• Your goal:
Check every line of the records below for the string "roads", then report only how many lines have it.

• Record set:

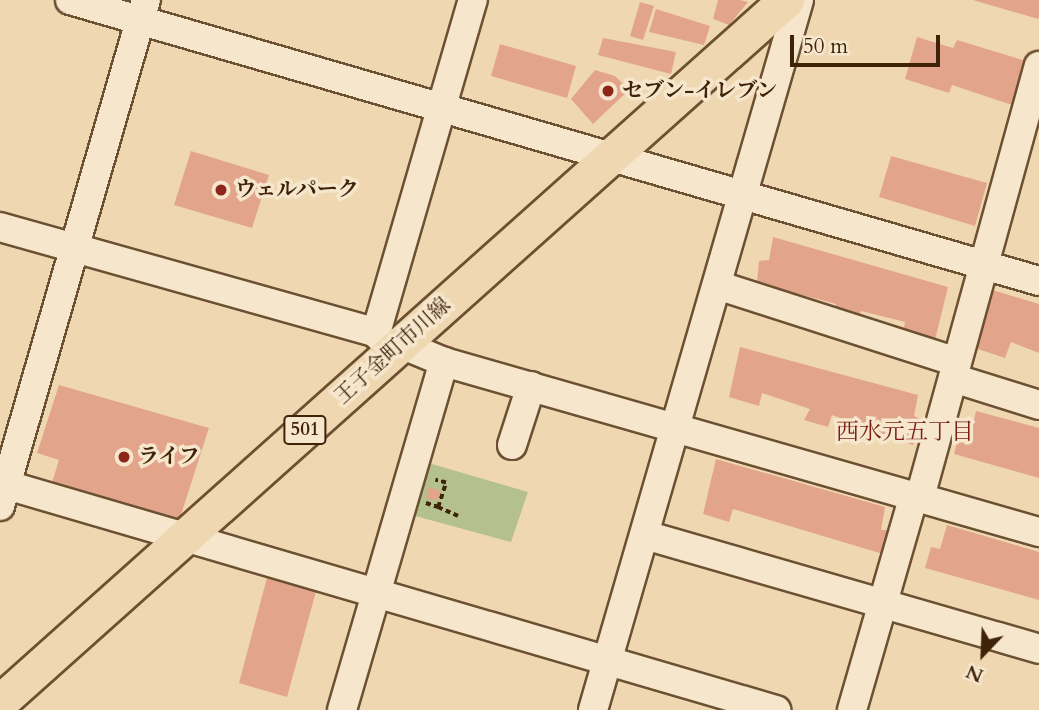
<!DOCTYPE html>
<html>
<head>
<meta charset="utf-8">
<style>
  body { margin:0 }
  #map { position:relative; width:1039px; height:710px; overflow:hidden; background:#efd8b1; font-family:Cardo,"Noto Serif JP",serif }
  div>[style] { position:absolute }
  .green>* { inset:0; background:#b5c08f }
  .building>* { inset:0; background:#e2a58b }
  .path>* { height:3.5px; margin-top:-1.75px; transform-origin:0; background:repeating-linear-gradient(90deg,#402208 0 5px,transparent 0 8.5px) }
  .roads { filter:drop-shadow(2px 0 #6c5032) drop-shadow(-2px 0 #6c5032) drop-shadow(0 2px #6c5032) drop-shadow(0 -2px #6c5032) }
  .minor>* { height:28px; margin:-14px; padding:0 14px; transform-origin:14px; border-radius:14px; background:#f5e6cc }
  .major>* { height:35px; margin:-17.5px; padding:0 17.5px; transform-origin:17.5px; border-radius:17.5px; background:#efd8b1 }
  .dots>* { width:19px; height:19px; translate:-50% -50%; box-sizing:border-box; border:4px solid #f5e6cc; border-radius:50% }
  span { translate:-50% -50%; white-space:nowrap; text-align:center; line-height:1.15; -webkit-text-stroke:7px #f5e6cc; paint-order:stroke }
  .shield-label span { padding:2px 5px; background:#f5e6cc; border:2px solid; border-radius:5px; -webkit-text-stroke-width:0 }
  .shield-label { font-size:19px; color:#402208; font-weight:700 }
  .poi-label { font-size:21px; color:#402208; font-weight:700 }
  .left { translate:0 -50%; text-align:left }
  .street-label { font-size:21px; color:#402208 }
  .neighbourhood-label { font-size:23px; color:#7a1f14 }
  .north { position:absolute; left:948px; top:619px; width:70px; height:70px; -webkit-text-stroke:5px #f5e6cc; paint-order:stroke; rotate:203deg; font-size:19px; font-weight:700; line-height:28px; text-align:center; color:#402208 }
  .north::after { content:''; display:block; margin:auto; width:24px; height:32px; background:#402208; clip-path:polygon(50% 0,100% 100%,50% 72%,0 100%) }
  .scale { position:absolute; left:790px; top:35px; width:150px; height:32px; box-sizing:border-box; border:4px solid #402208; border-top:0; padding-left:9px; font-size:21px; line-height:24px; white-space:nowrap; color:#402208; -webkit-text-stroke:5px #f5e6cc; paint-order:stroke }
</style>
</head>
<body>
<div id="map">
  <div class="green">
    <i style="clip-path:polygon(425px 462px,528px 492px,511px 542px,408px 514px)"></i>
  </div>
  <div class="building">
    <i style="clip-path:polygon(718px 0,740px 0,748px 2px,729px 25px,713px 19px)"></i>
    <i style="clip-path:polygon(973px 0,1039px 0,1039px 16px,1038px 19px)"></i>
    <i style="clip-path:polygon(640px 2px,654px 6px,643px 40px,630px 36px)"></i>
    <i style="clip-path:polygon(656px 9px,710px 26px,704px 45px,649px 32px)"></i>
    <i style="clip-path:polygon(917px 37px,953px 48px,957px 40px,1026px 61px,1012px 105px,952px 85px,949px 93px,905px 79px)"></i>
    <i style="clip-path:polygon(603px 38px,676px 52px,671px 74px,598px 55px)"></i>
    <i style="clip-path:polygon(500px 44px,576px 66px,567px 98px,491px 76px)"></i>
    <i style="clip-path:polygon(595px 70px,615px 76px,629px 90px,593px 124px,571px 99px)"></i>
    <i style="clip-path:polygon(191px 151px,269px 175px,252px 228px,174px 205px)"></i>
    <i style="clip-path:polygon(891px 156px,987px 183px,975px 226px,879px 197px)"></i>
    <i style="clip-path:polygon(773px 237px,948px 287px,935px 340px,903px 332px,905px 322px,861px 311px,857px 321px,834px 313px,836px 304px,757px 283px,759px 261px,769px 260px)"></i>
    <i style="clip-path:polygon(989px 289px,1039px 304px,1039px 353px,1011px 342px,1005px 358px,972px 347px)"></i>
    <i style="clip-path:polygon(740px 347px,918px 395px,914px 416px,922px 420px,913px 445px,832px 415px,828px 427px,804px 420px,810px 409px,762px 393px,759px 406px,729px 397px)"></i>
    <i style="clip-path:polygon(59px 385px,209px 428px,178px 524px,50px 489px,59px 460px,37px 453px)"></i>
    <i style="clip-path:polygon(976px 411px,1039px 428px,1039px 478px,954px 454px,960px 430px,971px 432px)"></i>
    <i style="clip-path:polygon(716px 459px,885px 507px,881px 530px,891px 530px,883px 554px,733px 509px,729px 522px,703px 514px)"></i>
    <i style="clip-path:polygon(428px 487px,441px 491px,437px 501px,426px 498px)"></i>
    <i style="clip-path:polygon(947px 525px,1039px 552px,1039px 600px,925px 568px,931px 547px,940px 549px)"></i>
    <i style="clip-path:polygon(268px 574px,317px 588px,287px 697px,239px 683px)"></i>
  </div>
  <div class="path">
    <i style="left:426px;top:503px;width:13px;rotate:18deg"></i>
    <i style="left:438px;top:507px;width:25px;rotate:-72deg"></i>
    <i style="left:446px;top:483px;width:11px;rotate:-165deg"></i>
    <i style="left:438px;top:507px;width:22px;rotate:24deg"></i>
  </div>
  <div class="roads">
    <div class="minor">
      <i style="left:70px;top:0;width:1009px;rotate:16.17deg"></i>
      <i style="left:0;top:227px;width:391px;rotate:15.7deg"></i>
      <i style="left:717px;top:285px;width:249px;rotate:17.8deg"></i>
      <i style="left:401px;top:344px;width:47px;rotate:22.7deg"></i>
      <i style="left:444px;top:362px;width:619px;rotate:15.95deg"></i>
      <i style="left:388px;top:346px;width:18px;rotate:-133deg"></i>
      <i style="left:376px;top:333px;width:347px;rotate:-73.8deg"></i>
      <i style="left:953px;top:378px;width:90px;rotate:17.4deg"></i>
      <i style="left:512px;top:445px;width:62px;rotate:-72.1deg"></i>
      <i style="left:0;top:483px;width:809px;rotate:16.31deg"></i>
      <i style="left:920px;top:497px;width:447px;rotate:-74.6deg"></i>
      <i style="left:0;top:506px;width:527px;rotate:-73.91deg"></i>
      <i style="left:645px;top:535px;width:410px;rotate:16.1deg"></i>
      <i style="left:342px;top:710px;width:363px;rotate:-73.7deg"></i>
      <i style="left:593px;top:710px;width:739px;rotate:-73.82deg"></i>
      <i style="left:852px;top:710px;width:224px;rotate:-73.9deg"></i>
    </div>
    <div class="major">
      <i style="left:0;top:702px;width:1054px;rotate:-41.77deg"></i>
    </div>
  </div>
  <div class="dots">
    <i style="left:608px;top:91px;background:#8f2418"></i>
    <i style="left:221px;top:190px;background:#8f2418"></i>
    <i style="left:124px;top:457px;background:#8f2418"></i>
  </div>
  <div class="shield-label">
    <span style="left:305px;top:430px">501</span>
  </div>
  <div class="poi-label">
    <span class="left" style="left:622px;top:91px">セブン-イレブン</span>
    <span class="left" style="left:235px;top:190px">ウェルパーク</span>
    <span class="left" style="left:138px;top:457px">ライフ</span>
  </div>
  <div class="street-label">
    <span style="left:393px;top:351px;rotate:-42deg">王子金町市川線</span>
  </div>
  <div class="neighbourhood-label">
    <span style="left:905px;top:432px">西水元五丁目</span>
  </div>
  <div class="north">N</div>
  <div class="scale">50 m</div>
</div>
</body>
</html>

• Task answer:
2